Le donne musulmane in Europa soffrono delle stesse diseguaglianze di cui soffrono tutte le donne nel mondo del lavoro, e come oggetto di violenza fisica e verbale, ma ulteriori fattori, quali la percezione di religione ed etnia, aggravano queste disparità. Con un tasso di ostilità verso i musulmani presenti nel nostro paese pari al 69%[1] e con un indice di uguaglianza uomo-donna del 41.1%[2], l’Italia è un contesto che non fa eccezione.

Il rapporto del network europeo contro il razzismo (Enar) “Donne dimenticate: l’impatto dell’islamofobia sulle donne musulmane in Italia[3], pubblicato a maggio 2016, ha esaminato sondaggi e studi esistenti e sopperito alla quasi totale mancanza di questi con interviste e focus group.

Lavoro

Tra i paesi Ue con la più bassa parità di genere, l’Italia si classifica in modo insoddisfacente anche su scala globale.
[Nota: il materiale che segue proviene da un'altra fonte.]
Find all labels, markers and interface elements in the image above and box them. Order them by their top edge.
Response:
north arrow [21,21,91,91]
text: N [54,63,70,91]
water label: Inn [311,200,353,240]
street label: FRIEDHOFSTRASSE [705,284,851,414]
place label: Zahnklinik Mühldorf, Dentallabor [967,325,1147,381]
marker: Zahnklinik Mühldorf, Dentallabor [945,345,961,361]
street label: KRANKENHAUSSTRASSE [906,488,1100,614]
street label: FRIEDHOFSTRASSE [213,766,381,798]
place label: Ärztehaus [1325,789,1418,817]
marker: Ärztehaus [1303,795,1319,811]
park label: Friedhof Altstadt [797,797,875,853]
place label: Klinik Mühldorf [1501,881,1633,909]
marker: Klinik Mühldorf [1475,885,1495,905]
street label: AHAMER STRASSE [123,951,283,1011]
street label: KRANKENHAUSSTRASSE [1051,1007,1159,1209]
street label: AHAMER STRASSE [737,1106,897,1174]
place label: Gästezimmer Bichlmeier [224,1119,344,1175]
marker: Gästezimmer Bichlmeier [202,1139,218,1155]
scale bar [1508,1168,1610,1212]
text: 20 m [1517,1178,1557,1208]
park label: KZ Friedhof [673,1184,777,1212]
Nel 2015, il Global Gender Gap Index[4] posizionò l’Italia al 45° posto su 145 paesi. A frenare il paese sono soprattutto una bassa partecipazione lavorativa femminile e una robusta disparità salariale. Queste condizioni peggiorano quando le donne hanno partner e figli. Le donne musulmane in Italia subiscono, in quanto donne, questi stessi svantaggi. Al fattore, penalizzante, di genere vanno a sommarsi però, i fattori di etnia, nazionalità, e religione – causando quindi una doppia o tripla penalizzazione.
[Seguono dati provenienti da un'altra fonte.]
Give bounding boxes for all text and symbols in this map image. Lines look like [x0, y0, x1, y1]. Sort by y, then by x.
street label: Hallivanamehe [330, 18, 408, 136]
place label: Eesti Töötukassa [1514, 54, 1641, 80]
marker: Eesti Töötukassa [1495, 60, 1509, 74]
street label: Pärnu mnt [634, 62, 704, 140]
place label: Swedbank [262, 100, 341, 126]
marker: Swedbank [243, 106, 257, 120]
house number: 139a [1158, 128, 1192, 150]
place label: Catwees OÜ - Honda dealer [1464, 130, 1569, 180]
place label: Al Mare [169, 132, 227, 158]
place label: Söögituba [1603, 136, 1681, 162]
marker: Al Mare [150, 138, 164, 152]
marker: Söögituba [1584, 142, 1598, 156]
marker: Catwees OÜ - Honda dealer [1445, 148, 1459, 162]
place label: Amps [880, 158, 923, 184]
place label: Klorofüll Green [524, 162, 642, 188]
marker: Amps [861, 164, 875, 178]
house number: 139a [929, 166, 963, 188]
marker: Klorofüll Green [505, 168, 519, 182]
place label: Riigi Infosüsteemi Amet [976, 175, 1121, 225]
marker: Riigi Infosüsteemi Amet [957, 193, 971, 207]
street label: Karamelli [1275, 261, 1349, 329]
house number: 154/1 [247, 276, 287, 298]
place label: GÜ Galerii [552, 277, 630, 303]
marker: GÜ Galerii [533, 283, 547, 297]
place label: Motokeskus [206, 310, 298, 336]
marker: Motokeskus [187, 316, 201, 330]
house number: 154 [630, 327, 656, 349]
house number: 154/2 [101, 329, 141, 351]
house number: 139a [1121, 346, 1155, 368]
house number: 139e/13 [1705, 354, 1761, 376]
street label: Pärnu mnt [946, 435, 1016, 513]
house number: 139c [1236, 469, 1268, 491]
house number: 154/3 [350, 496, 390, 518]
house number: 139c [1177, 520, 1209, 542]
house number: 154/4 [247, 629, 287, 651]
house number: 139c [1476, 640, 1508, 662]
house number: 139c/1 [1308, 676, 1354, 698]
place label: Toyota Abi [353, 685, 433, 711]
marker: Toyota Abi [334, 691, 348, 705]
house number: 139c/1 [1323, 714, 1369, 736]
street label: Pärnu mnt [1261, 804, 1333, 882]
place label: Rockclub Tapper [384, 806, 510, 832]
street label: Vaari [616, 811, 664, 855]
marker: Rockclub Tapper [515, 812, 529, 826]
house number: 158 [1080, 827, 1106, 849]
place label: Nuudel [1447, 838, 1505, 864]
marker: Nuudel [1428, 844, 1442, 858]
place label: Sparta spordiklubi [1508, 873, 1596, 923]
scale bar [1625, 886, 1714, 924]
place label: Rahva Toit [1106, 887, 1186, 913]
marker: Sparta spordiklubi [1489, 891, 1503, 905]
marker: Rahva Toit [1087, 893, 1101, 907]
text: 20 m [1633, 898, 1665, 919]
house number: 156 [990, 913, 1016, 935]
In mancanza di dati disaggregati per religione, etnia e genere, l’unico modo per cercare di capire come si collocano le donne musulmane nel mercato del lavoro italiano è l’esamina dei dati relativi alle donne straniere. Dati Istat relativi al 2014[5] mostrano che i dati più bassi sulla partecipazione al mercato del lavoro si riscontrano tra le donne provenienti da paesi in cui la religione dominante è quella musulmana. Le donne di cittadinanza pachistana in Italia registrano un tasso occupazionale del 2.2%, seguite dall’ 8,9% delle egiziane, 10% delle bangladesi, il 16,4% delle tunisine e il 21,4% delle marocchine. Il tasso di inattività (non occupati e che non cercano occupazione) segue un andamento simile. Le donne con passaporto pachistano, egiziano e bangladese registrano anche le percentuali più basse nel settore dell’imprenditorialità.[6] Per spiegare questi dati, che non includono le cittadine italiane di fede musulmana, bisogna tenere in considerazione diversi fattori. La bassa partecipazione lavorativa è dovuta, infatti, a un complesso insieme di svantaggi e discriminazioni multiple, con chiare differenze dovute a percorsi di vita diversi.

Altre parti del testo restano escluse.